17 “But when he came to himself, he said, ‘How many of my father’s hired servants have more than enough bread, but I perish here with hunger! 18 I will arise and go to my father, and I will say to him, “Father, I have sinned against heaven and before you. 19 I am no longer worthy to be called your son. Treat me as one of your hired servants.”’
“The hearts of the sons of mankind are full of evil, and insanity is in their hearts throughout their lives.”
Insanity is an irrational belief in something that isn’t true; it’s a severely disordered state of the mind, often sometimes even a form of psychosis. This is how the world operates. It’s part of a deep confusion that doesn’t accept the reality of God. It has taken up the darkness repeatedly, so it walks in darkness now, a chosen blindness that can’t see the realities of the gospel.
“In their case, the god of this age has blinded the minds of unbelievers to keep them from seeing the light of the gospel of the glory of Christ.”
2 Corinthians 4:4
The youngest son demanded his share of the inheritance immediately. This was unheard of, one would never done this in biblical times–it was as if the father was already dead. The youngest son insisted on his share, without question. He wanted everything that was coming to him. The insanity of sin is that it causes darkness; it grows into madness.
However, the prodigal is never judged by the father.
One of more amazing facts is the son was never corrected for his irrational behavior. Perhaps the father knew what would happen to him, and rested in that understanding. The younger son would learn the hard way. The father understood, but being a father isn’t always easy.
The son spent it all, everything that had been given to him. There was nothing left. He was hungry–starving, but he didn’t have a penny to buy bread, in this passage we see that he took a job with the local pig-keeper–and a good Jewish boy would never have dreamed that this was his destiny.
Hunger had done its work.
If you’ve ever gone hungry for any length of time, you know what that means. The scripture tells us, “he came to his senses.” He suddenly realizes that even the father’s servants have more than he has. He choses to leave the pigs, and return home to his father.
“Father, I have sinned.” and with this truth he finally understands.
He realizes that his disobedience has led him into a big fat lie. He has betrayed his father, and we start to grip this thought, we immediately realize that every cent he had bought booze and whores. He has nothing–maybe less than nothing. And he’s starving and quite willing to eat the pig’s food.

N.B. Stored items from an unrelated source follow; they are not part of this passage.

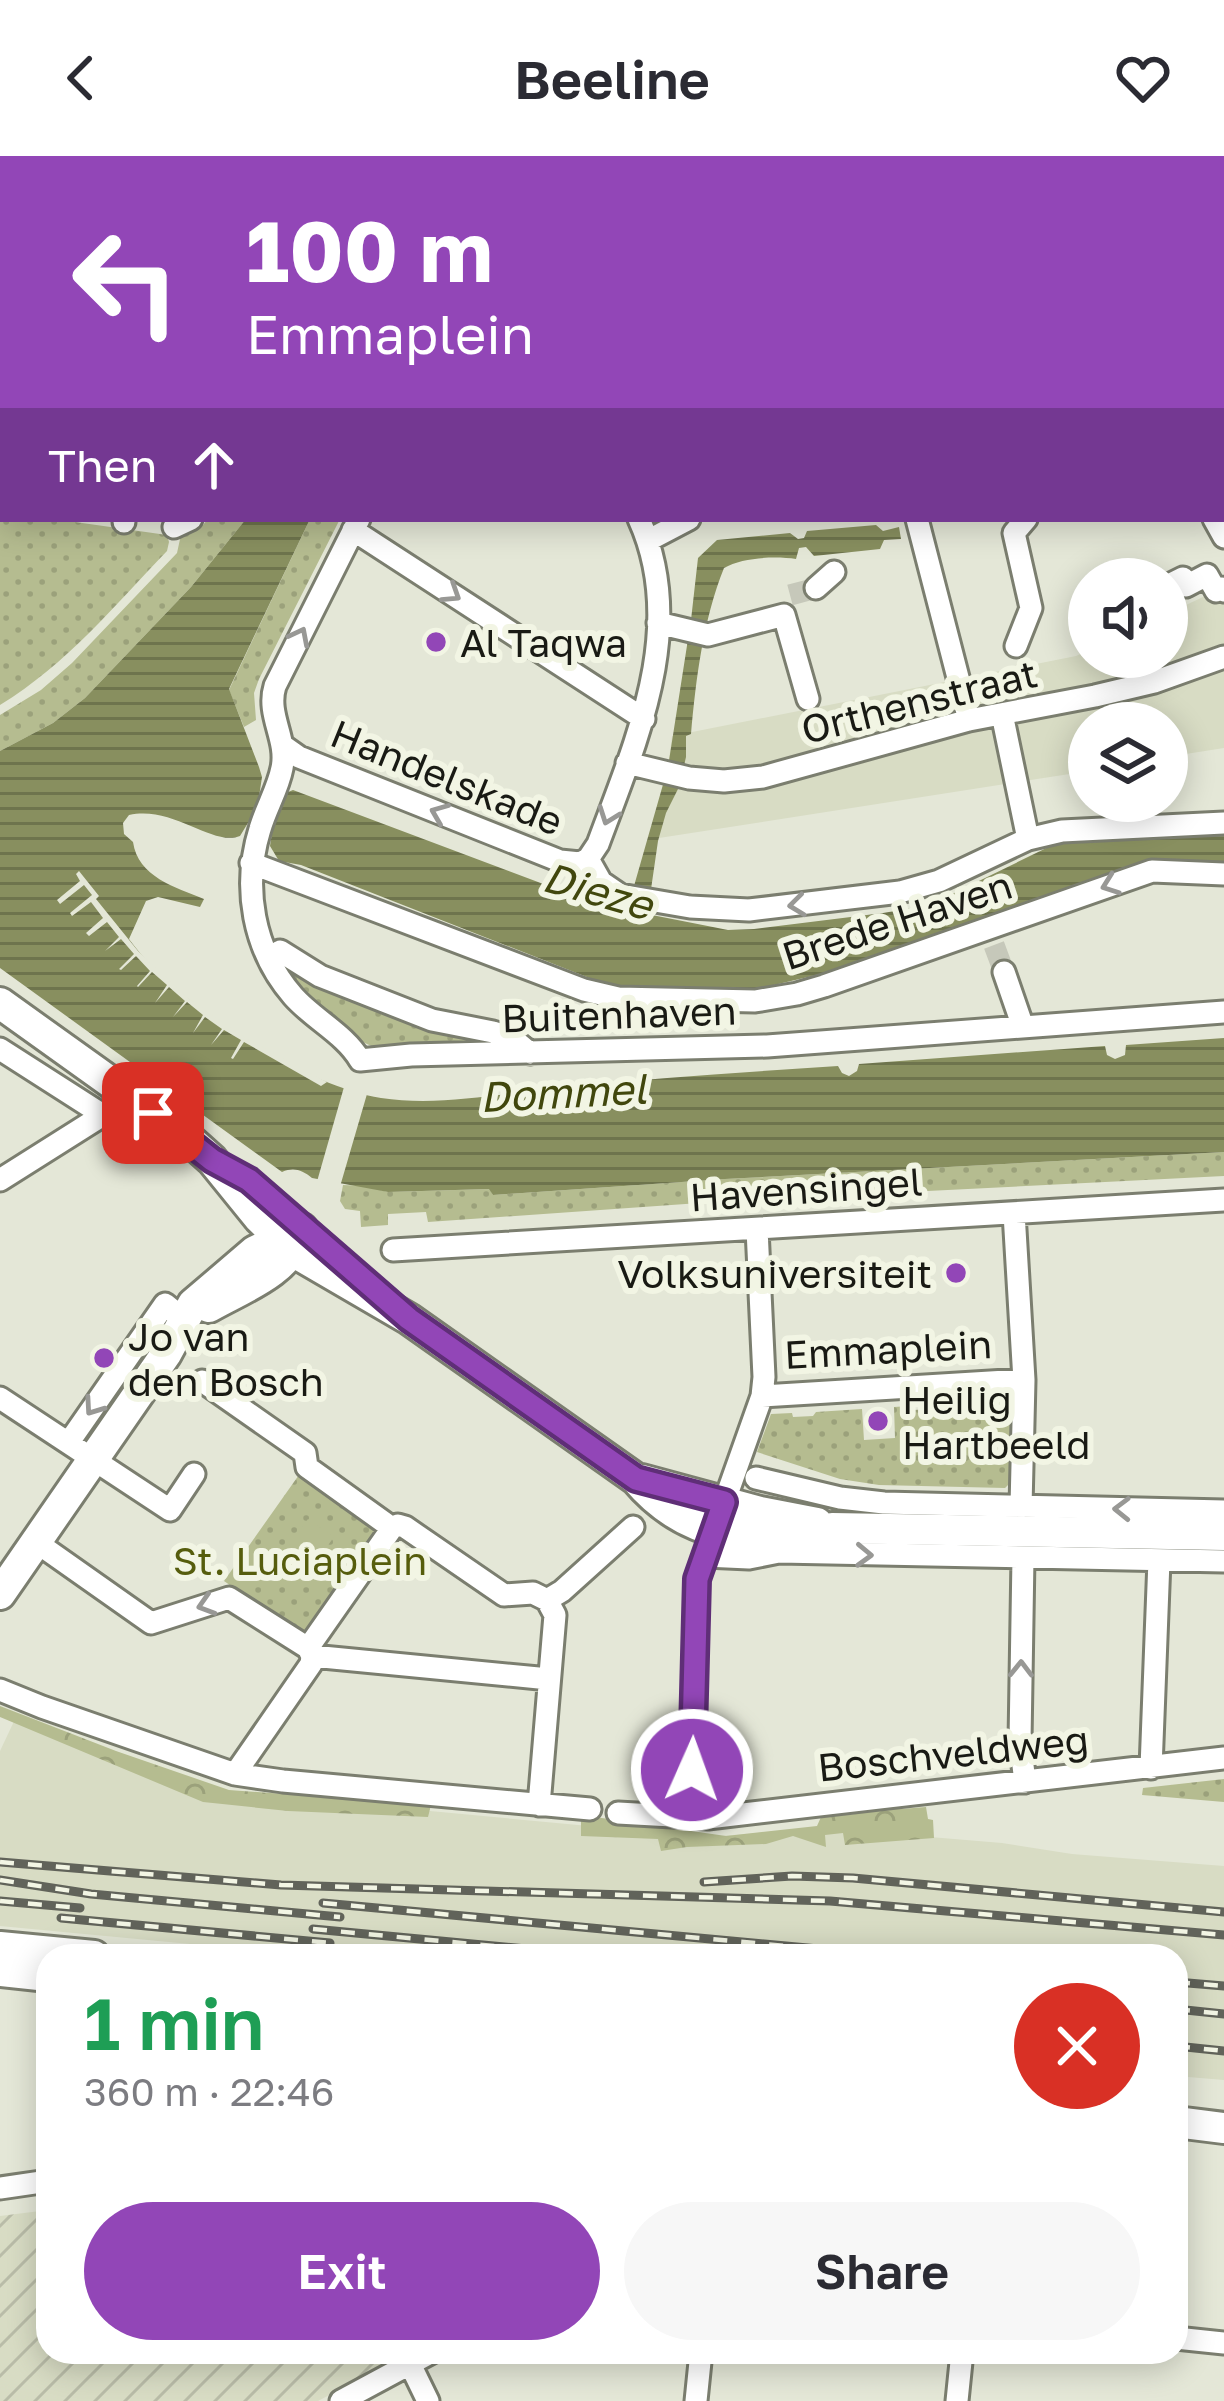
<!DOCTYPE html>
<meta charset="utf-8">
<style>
body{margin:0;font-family:"Golos Text",sans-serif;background:#f7f7f7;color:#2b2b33;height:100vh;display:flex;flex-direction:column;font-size:45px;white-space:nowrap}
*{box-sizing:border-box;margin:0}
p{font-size:39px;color:#7c7c81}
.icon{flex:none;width:66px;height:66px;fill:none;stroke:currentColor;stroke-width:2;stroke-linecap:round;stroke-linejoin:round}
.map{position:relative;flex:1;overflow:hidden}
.sheet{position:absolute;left:36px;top:1788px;width:1152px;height:420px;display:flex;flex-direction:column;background:#fff;border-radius:36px;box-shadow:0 6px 30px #0003}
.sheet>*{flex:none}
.guide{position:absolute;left:0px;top:0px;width:1224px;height:366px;box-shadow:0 6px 30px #0003;background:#9246b7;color:#fff;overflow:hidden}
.tools{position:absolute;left:1068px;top:402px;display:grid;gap:24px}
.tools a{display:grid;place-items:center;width:120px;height:120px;border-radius:50%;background:#fff;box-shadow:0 6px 30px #0003;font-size:60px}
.pin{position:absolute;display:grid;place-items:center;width:102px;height:102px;color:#fff;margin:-51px;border-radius:24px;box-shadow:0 6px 18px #0006}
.me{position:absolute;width:132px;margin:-66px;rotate:2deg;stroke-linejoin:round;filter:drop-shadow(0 0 9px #0008)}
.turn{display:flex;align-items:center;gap:42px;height:252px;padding:0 48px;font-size:54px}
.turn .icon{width:156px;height:156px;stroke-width:2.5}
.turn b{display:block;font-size:84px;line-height:102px}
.then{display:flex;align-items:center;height:114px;padding:0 48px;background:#0003;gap:24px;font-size:45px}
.round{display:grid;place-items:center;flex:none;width:126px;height:126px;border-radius:63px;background:#f7f7f7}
.summary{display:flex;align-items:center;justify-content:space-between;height:204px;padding:0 48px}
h1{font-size:72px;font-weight:600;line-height:90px;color:#1e9e55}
.button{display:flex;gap:24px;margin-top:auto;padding:24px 48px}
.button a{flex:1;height:138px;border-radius:72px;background:#9246b7;color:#fff;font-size:48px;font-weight:600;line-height:138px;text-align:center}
.button a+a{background:#f7f7f7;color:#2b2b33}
header{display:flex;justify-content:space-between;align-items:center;height:156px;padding:0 48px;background:#fff;font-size:54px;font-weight:600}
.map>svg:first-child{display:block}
</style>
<header><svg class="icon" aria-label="back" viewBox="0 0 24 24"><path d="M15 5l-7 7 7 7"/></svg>Beeline<svg class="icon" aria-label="heart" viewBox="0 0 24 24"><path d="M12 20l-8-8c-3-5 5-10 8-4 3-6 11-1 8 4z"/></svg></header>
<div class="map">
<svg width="1224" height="2245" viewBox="0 0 1224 2245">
<defs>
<pattern id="industrial-furrows" width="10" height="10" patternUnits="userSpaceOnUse" patternTransform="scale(3)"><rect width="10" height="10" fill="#d8dcc4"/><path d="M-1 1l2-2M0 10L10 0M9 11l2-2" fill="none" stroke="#b9bca8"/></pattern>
<pattern id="grass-dots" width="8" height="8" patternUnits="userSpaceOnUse" patternTransform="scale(3)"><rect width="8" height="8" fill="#b5bc90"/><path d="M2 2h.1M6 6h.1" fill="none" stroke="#9ba17b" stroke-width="1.8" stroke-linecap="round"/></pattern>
<pattern id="forest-crowns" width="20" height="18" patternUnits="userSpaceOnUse" patternTransform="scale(3)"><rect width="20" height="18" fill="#b5bc90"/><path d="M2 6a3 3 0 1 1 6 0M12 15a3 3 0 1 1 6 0" fill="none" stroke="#9ba17b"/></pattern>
<pattern id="water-rules" width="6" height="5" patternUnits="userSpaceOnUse" patternTransform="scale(3)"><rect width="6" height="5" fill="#888f5f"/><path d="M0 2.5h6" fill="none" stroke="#6e744d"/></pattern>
</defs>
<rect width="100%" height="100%" fill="#e4e7d7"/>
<path fill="#d8dcc4" d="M901,0H1224V84L1221,83V3H900Z
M1224,431V592L1167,601V567H1089V615L659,682L672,580L1076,500L1089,494V501H1167V458Z
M17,1559L226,1636L707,1681L822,1672L1002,1687L1072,1698L1224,1710V1924L1176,1920V1800H266L190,1788L0,1770V1595Z"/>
<path fill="url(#industrial-furrows)" d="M48,2054V2196H411L318,2245H0V2060Z"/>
<path fill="url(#grass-dots)" d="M0,354H3V363H54L167,379L169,386L167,395C113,451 67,508 0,549Z
M208,363H246L191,431L85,542L53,567L0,595V559L41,534L72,507L177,397L182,374L203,369Z
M310,363H340L259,523L254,537L256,564L244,571L229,534Z
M279,801L508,888L385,895C345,884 298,839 279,801Z
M1224,996V1020L728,1045L428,1066L426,1056L388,1058V1069L361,1071L360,1055L345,1053L340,1045L343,1029L365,1030L388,1036L490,1033L493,1039L725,1023Z
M1008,1244V1253L1012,1254L1011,1326L1005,1332L879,1329L840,1323L757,1296L771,1258L792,1257L793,1261L813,1260L816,1256L862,1253L864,1284L895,1282L894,1251L909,1250L913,1254L932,1253L935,1248Z
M301,1316L375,1370L377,1376L306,1477L300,1478L224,1425Z
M1224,1623V1646L1142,1639L1143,1632Z"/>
<path fill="url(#forest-crowns)" d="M0,1550L116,1595L229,1634L431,1649L428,1661L288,1655L203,1646L0,1561Z
M900,1644L901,1653L926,1651L928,1663L933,1664L934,1682L845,1689L843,1677L825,1679L826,1691L793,1680L766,1688L687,1691L661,1695L658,1683L581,1680V1659L726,1680L817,1670L821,1661L855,1658L854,1648Z"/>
<path fill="#b5bc90" d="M308,1363L334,1381L300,1428L274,1410Z"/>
<path fill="url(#water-rules)" d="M246,363H310L229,533L259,611L262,621L259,641L283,649L288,636L293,634L586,744L628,751L668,611L691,464L698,402L717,384L790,377L798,383L804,382L807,375L876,369L883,375L899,371L901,383L884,384L880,393L814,400L806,391L799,392L796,403C776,400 743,401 724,412C703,464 696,523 691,578L686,580V601L679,631L666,657L658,685L648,754L652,759L728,774L754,773L883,757L918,751L948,740L1065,683L1224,675V706L1138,708L838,814L757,833L620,832L597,825L301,709L279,705L270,690L273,670L251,662L240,680C213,691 173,649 129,659L123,667L124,678L133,686C138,721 175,731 204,743L200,751L158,741L146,745L129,783C175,847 303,930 381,942C440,951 504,937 564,931C655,922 746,916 838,910L842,917L849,920L857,915L859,908L1105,890L1107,899L1115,903L1125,899L1126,889L1224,882V996L725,1023L493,1039L489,1033L388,1036L312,1022C302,1014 294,1011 282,1016L0,812V595L53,567L85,542L191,431Z"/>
<path fill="#e4e7d7" d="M79,715L99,740L96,743L138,795L188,842L244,881L327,926L321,930L244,886L233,903L231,902L241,884L224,874L211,889L222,873L205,861L193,877L203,859L187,846L173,861L185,845L169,831L155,847L167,829L152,816L138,831L137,830L150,815L136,800L121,814L119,813L134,798L121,783L105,795L119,781L107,766L89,780L86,777L103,762L91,746L72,760L70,757L92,739L84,729L60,748L57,744L80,725L76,718Z
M344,931L367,938L339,1034L316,1029Z"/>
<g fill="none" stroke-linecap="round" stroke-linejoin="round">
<path stroke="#c6c8ba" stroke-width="21" stroke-dasharray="21 10" stroke-linecap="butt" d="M790,439L816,432
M994,789L1004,816"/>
<g stroke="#7b7e6f" stroke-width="27">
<path id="street" d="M142,0L148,3
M763,0L770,3
M1158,0L1165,3
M397,3L399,0
M559,3L561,0
M873,3L874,0
M1138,3L1140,0
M1221,31L1224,32
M1221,313L1224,311
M359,363L275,530C266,559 288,583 282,612C278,633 266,652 260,673C242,731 253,794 293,840C313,863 345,878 360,904L411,899L767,890L1224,856
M917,363L969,564
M1214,363L1224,381
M124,366V363
M174,371L191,363
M353,374L644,563
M649,384L689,363
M1167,430L1183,422L1186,430L1207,419L1216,435L1222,432L1224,435
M816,432L834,416
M658,467L708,479L784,459L808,543
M1016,490L1031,452L1014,377L1026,363
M1146,501L1154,526
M1002,558L1028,683
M282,589L299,601L560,705L580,707L588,703
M627,607L689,622L724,625L763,621L969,564L1095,540L1154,526L1224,501
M588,703L601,726L620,739L690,751L749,754L900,736L939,725L1028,683L1062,675L1224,667
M588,703L598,688C636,585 688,471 639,363
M251,707L584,834L618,842L755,845L797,838L824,830L1152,715L1224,718
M280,795L320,820L432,864L493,876L512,882L530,897
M1004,816L1023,871
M0,893L103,959L0,1024
M1014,1057L1024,1224L1021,1351
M393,1094L1224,1044
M202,1225L305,1297L307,1311L392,1372L398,1369L405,1371L504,1439L533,1437L547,1444
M762,1240L1024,1224
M0,1242L170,1354L194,1318
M69,1286L165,1148L186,1165
M756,1322L840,1342L884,1347L1224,1355
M36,1386L151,1467L229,1442L308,1492
M705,1400L749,1402L779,1396L1224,1405
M1023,1401L1020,1585L1025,1626
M547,1444L562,1435L633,1371
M312,1500L549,1523
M0,1534L42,1551L235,1618L283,1625L590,1653
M1151,1612L1159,1404
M235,1618L311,1508L312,1500L308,1492L392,1372
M539,1649L555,1459L547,1444
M618,1657L708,1662L1224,1602
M690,1661L697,1423L762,1240L764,1221L757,1073
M0,2032L48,2025
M1176,2182L1224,2187
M410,2208L428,2245
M341,2245L432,2196
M696,2245L701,2196
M957,2245L962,2196"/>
</g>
<g stroke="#7b7e6f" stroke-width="36">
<path id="secondary" d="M0,847L183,978L212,1004L259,1062L294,1096L409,1163L636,1323C687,1384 759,1391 832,1372L1224,1379
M209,1151C242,1132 287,1117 300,1079
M642,1324L760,1356L817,1367
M0,1438L166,1198L193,1148L255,1095L302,1073
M0,1791L94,1800
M0,1815L48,1820
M1176,1966L1224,1972"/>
</g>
<use href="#street" stroke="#fff" stroke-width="21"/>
<use href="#secondary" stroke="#fff" stroke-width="30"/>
<g stroke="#61635a" stroke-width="9">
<path id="rail" d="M0,1706L281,1729L830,1745L1224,1779
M0,1724L91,1738L340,1761
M704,1726L792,1720L853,1722L1224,1756
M0,1745L80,1752
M323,1747L894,1800
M61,1762L330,1787
M313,1773L600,1800
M309,1792L361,1800
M1176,1826L1224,1830
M1176,1853L1224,1858
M1176,1890L1224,1895"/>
</g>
<use href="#rail" stroke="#f2f5e4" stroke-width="4.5" stroke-dasharray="14" stroke-linecap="butt"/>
</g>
<defs><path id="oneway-chevron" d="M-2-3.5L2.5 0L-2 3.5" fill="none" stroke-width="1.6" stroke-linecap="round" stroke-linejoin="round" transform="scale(3)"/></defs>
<g stroke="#989895">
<use href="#oneway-chevron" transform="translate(452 438) rotate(33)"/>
<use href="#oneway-chevron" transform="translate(300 480) rotate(-63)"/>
<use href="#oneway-chevron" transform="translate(439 657) rotate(-158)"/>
<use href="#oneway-chevron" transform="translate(608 660) rotate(110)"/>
<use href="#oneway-chevron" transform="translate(1110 729) rotate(160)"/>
<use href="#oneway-chevron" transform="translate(797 749) rotate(173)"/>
<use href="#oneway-chevron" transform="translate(93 1251) rotate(125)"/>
<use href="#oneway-chevron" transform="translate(1122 1353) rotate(-179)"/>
<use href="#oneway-chevron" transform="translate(864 1399) rotate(2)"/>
<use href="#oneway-chevron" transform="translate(206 1449) rotate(163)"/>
<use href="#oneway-chevron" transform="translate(1021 1513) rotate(-89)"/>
</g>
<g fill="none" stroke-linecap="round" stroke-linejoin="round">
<g stroke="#5f2e77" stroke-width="30">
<path id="route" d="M153,957L212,1004L249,1024L409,1163L636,1323L724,1346L697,1423L692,1614"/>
</g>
<use href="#route" stroke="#9246b7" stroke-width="21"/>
</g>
<g fill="#9246b7" stroke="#f2f5e4" stroke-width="4.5">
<circle cx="436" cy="486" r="12"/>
<circle cx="956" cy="1117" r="12"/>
<circle cx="104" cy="1202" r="12"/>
<circle cx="878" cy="1265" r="12"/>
</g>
<g text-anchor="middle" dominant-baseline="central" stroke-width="12" stroke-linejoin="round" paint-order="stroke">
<g font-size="39" fill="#191a14" stroke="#f2f5e4" text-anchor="start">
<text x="460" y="486">Al Taqwa</text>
<text x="932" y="1117" text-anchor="end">Volksuniversiteit</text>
<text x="128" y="1180">Jo van<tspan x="128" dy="45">den Bosch</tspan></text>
<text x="902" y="1243">Heilig<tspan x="902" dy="45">Hartbeeld</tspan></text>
</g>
<g font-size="39" fill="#191a14" stroke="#f2f5e4">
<text transform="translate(919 545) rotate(-14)">Orthenstraat</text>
<text transform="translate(447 621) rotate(22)">Handelskade</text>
<text transform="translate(897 764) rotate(-18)">Brede Haven</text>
<text transform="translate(619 858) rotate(-2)">Buitenhaven</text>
<text transform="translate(806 1033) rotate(-4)">Havensingel</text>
<text transform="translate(888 1193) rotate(-3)">Emmaplein</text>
<text transform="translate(953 1597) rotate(-6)">Boschveldweg</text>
</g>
<g font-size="39" fill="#565d0d" stroke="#f2f5e4">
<text x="300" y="1404">St. Luciaplein</text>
</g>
<g font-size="42" font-style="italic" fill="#41470d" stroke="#f2f5e4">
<text transform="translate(598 734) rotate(16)">Dieze</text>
<text transform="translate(563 936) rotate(-3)">Dommel</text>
</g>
</g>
</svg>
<div class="tools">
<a><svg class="icon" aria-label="sound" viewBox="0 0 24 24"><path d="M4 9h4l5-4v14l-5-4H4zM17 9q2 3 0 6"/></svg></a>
<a><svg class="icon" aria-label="layers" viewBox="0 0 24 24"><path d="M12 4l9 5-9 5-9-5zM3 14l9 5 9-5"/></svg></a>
</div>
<div class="pin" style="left:153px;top:957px;background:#d93025"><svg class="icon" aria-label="arrive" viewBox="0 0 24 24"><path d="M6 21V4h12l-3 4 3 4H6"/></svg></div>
<svg class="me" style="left:692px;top:1614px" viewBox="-20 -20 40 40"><circle r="17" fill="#9246b7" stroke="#fff" stroke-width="3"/><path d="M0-11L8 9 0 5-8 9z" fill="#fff"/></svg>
<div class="guide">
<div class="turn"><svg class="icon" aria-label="left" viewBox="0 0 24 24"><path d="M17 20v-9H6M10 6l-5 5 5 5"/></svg><div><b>100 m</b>Emmaplein</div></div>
<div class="then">Then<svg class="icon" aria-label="ahead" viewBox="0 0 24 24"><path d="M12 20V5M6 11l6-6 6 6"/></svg></div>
</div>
<section class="sheet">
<div class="summary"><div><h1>1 min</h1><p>360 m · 22:46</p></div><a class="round" style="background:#d93025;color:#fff"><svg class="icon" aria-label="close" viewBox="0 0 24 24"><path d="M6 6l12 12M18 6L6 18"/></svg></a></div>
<div class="button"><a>Exit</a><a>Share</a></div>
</section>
</div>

All of this rolls over him, and he finally connects with reality.
The prodigal finally gets it. He must return to the father, even if he becomes a slave. (Even they if he finds food to eat.) He has less than nothing–the choice he makes is obvious. He’ll return, even if it means servitude to his father. At least, his hunger pains will not be an issue.
That’s the insanity of sin.
It develops and we see it in Jesus’ story. If we’re irrational, we’ve left behind the reasonable, and we’ve embraced lies. He does exist, or so we’ll try to convince ourselves. And yet we continue, over and over, to want the false, over the truth, and the question is why? Could it be, that sin has altered our thinking?
The son is no longer walking in deception–he finally gets it. He understands, to be the slave of his father is something that’s worth it all. To be rescued from the pigs is what he can only dream about.
He leaves the darkness and chooses to step into the light.